Top of Input material

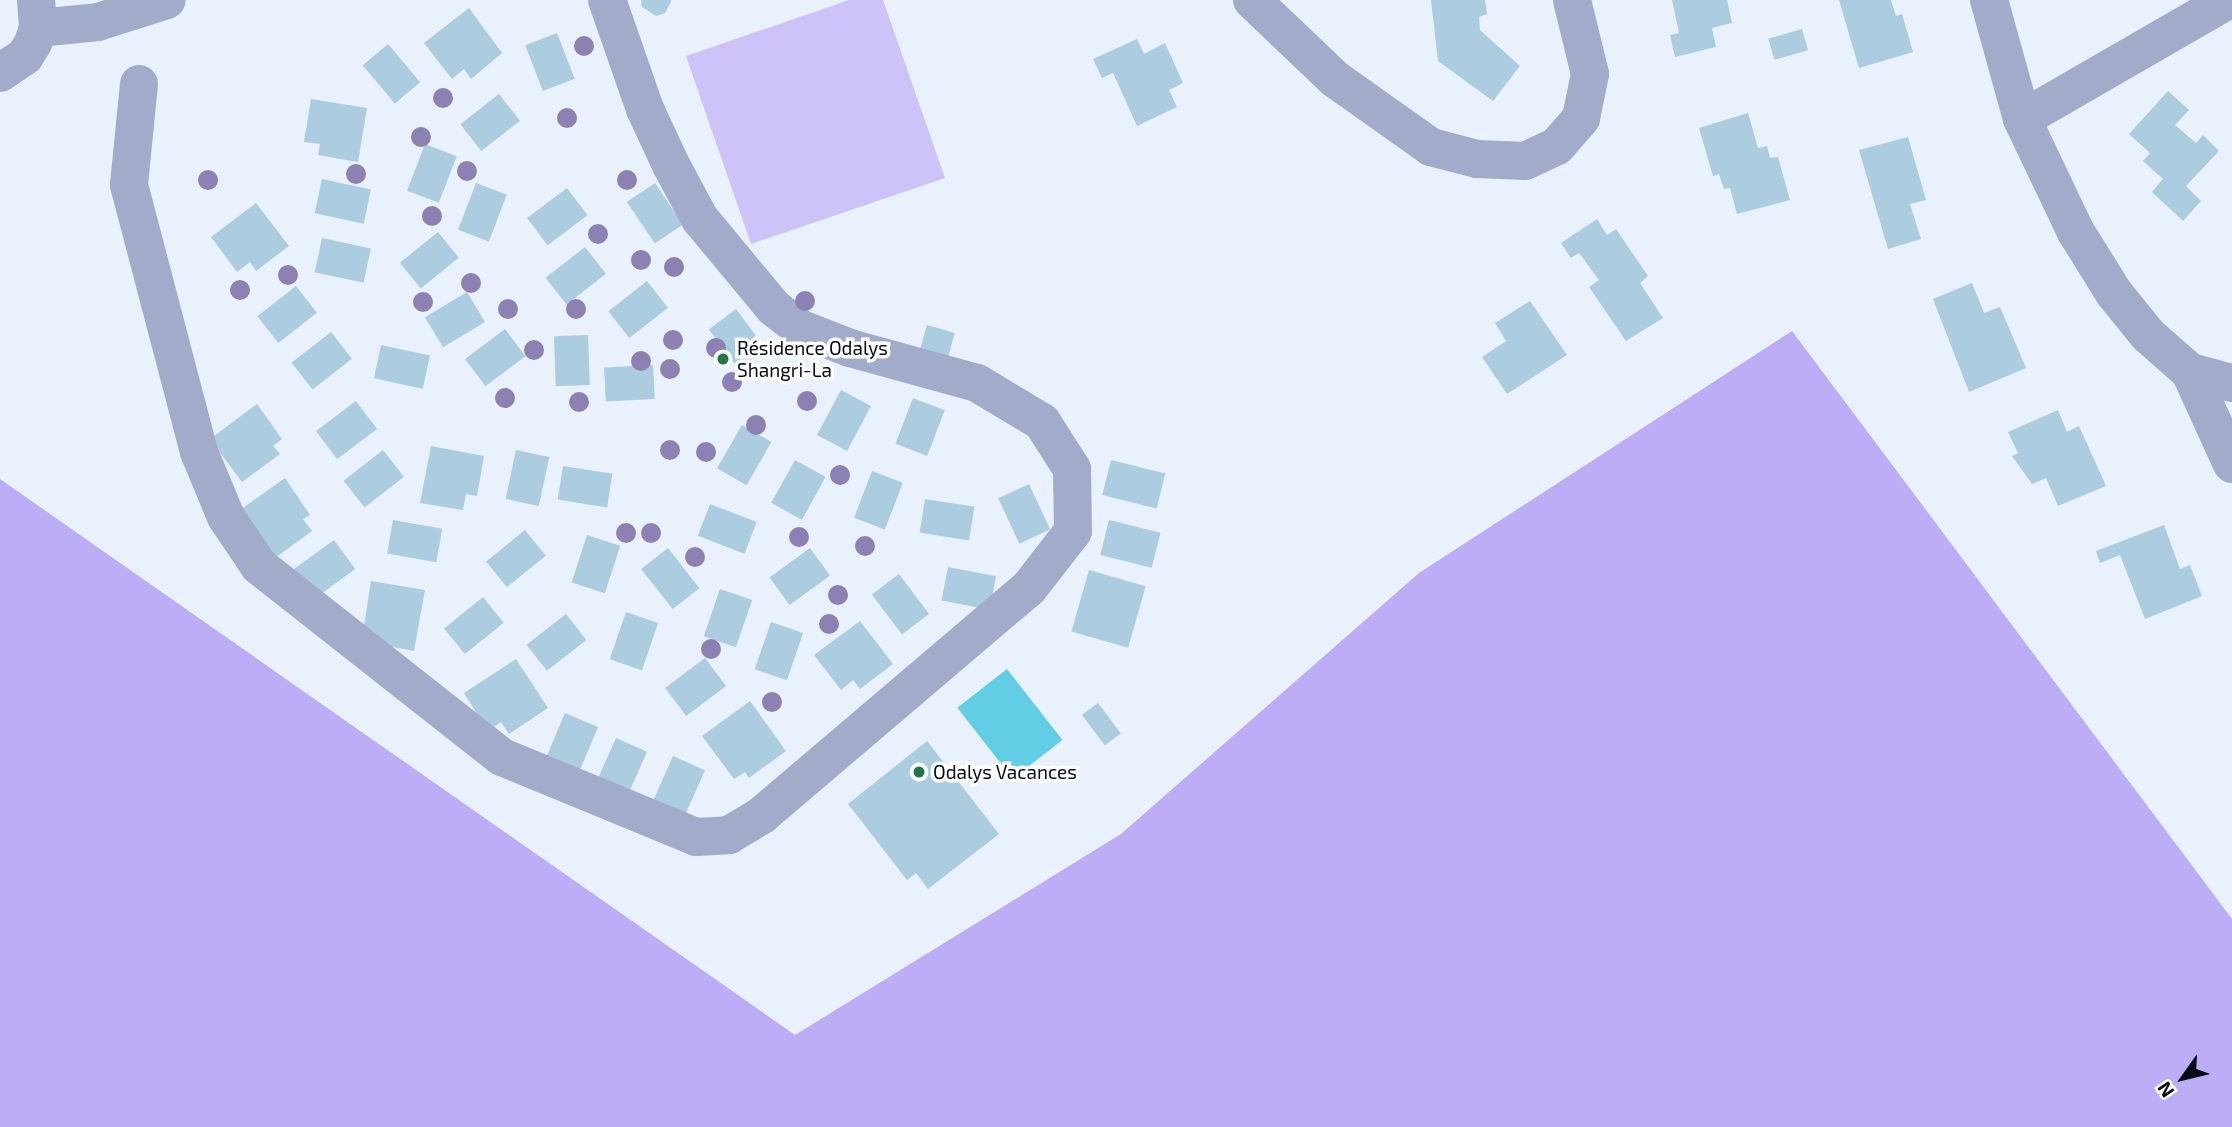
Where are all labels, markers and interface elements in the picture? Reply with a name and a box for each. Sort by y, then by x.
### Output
place label: Résidence Odalys Shangri-La [737,337,888,381]
marker: Résidence Odalys Shangri-La [715,351,731,367]
place label: Odalys Vacances [933,761,1077,783]
marker: Odalys Vacances [911,764,927,780]
north arrow [2148,1043,2218,1113]
text: N [2152,1078,2179,1102]

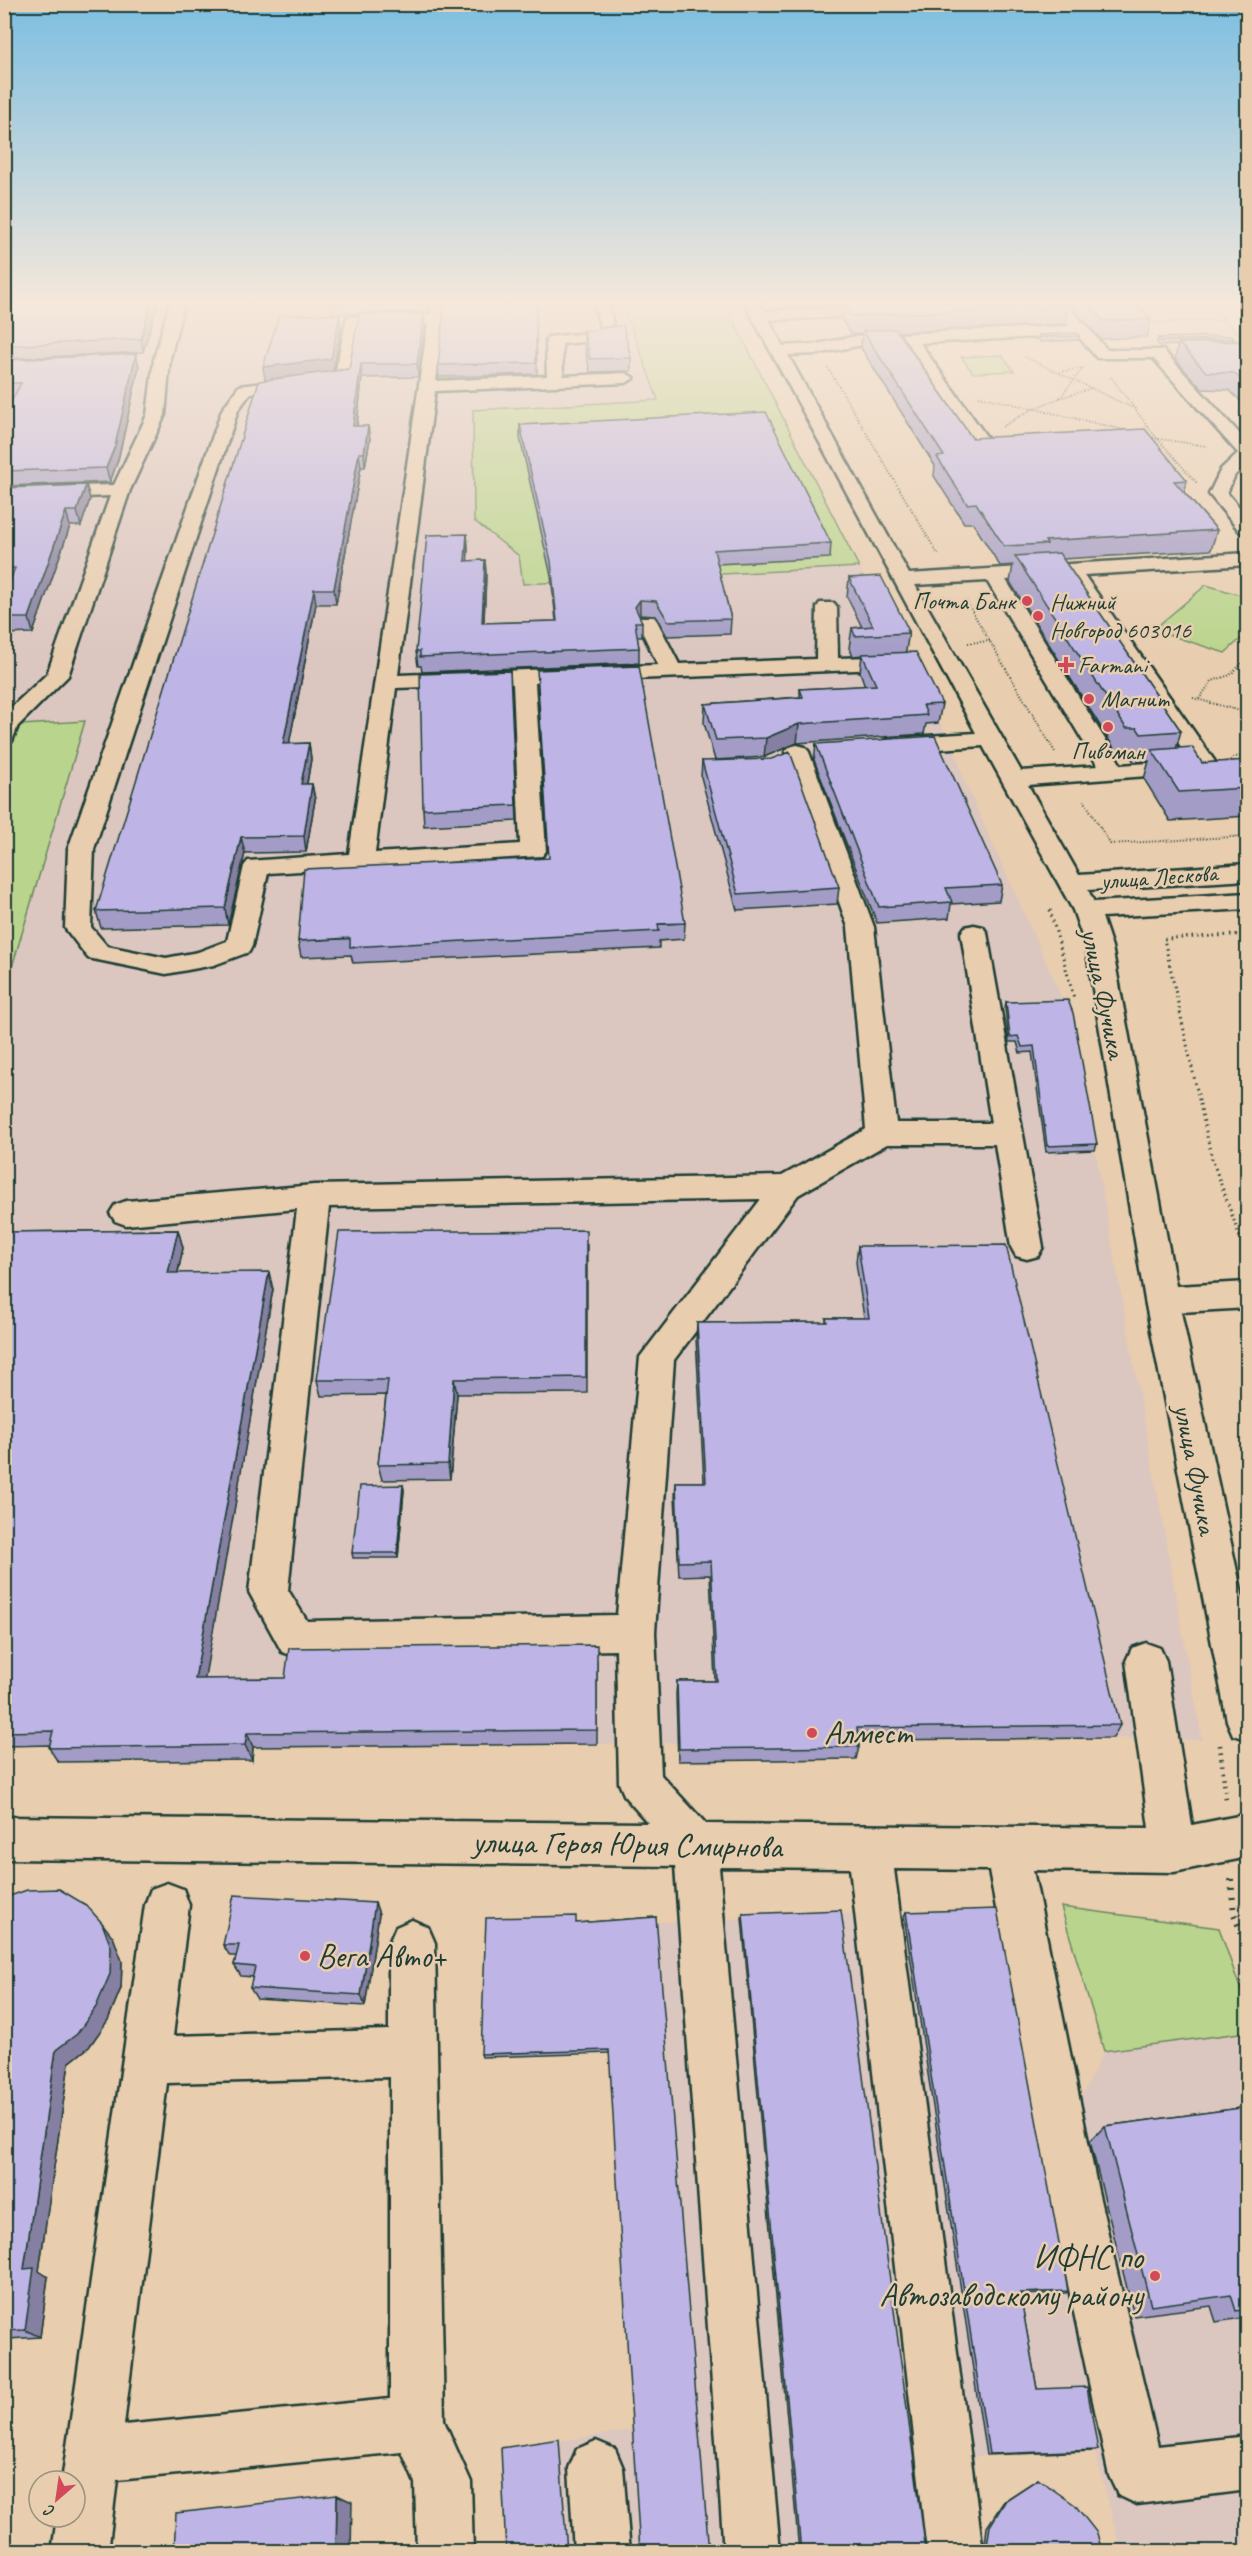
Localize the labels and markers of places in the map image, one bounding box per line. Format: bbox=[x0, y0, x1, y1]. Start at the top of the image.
place label: Почта Банк bbox=[913, 586, 1017, 616]
place label: Нижний Новгород 603016 bbox=[1050, 587, 1192, 645]
marker: Почта Банк bbox=[1020, 594, 1034, 608]
marker: Нижний Новгород 603016 bbox=[1031, 609, 1045, 623]
place label: Farmani bbox=[1078, 650, 1150, 680]
marker: Farmani bbox=[1059, 658, 1073, 672]
place label: Магнит bbox=[1101, 684, 1170, 714]
marker: Магнит bbox=[1082, 692, 1096, 706]
marker: Пивоман bbox=[1101, 720, 1115, 734]
place label: Пивоман bbox=[1072, 736, 1146, 766]
place label: Алмест bbox=[824, 1712, 913, 1754]
marker: Алмест bbox=[805, 1726, 819, 1740]
place label: Вега Авто+ bbox=[317, 1935, 447, 1977]
marker: Вега Авто+ bbox=[298, 1949, 312, 1963]
place label: ИФНС по Автозаводскому району bbox=[879, 2236, 1146, 2316]
marker: ИФНС по Автозаводскому району bbox=[1148, 2269, 1162, 2283]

Bottom of Input material

Action item: Output the data above without changes, apart from leaving out the pictures.

Response below:
Where are all labels, markers and interface elements in the picture? Reply with a name and a box for each. Sort by y, then by x.
### Output
place label: Résidence Odalys Shangri-La [737,337,888,381]
marker: Résidence Odalys Shangri-La [715,351,731,367]
place label: Odalys Vacances [933,761,1077,783]
marker: Odalys Vacances [911,764,927,780]
north arrow [2148,1043,2218,1113]
text: N [2152,1078,2179,1102]

Localize the labels and markers of places in the map image, one bounding box per line. Format: bbox=[x0, y0, x1, y1]. Start at the top of the image.
place label: Почта Банк bbox=[913, 586, 1017, 616]
place label: Нижний Новгород 603016 bbox=[1050, 587, 1192, 645]
marker: Почта Банк bbox=[1020, 594, 1034, 608]
marker: Нижний Новгород 603016 bbox=[1031, 609, 1045, 623]
place label: Farmani bbox=[1078, 650, 1150, 680]
marker: Farmani bbox=[1059, 658, 1073, 672]
place label: Магнит bbox=[1101, 684, 1170, 714]
marker: Магнит bbox=[1082, 692, 1096, 706]
marker: Пивоман bbox=[1101, 720, 1115, 734]
place label: Пивоман bbox=[1072, 736, 1146, 766]
place label: Алмест bbox=[824, 1712, 913, 1754]
marker: Алмест bbox=[805, 1726, 819, 1740]
place label: Вега Авто+ bbox=[317, 1935, 447, 1977]
marker: Вега Авто+ bbox=[298, 1949, 312, 1963]
place label: ИФНС по Автозаводскому району bbox=[879, 2236, 1146, 2316]
marker: ИФНС по Автозаводскому району bbox=[1148, 2269, 1162, 2283]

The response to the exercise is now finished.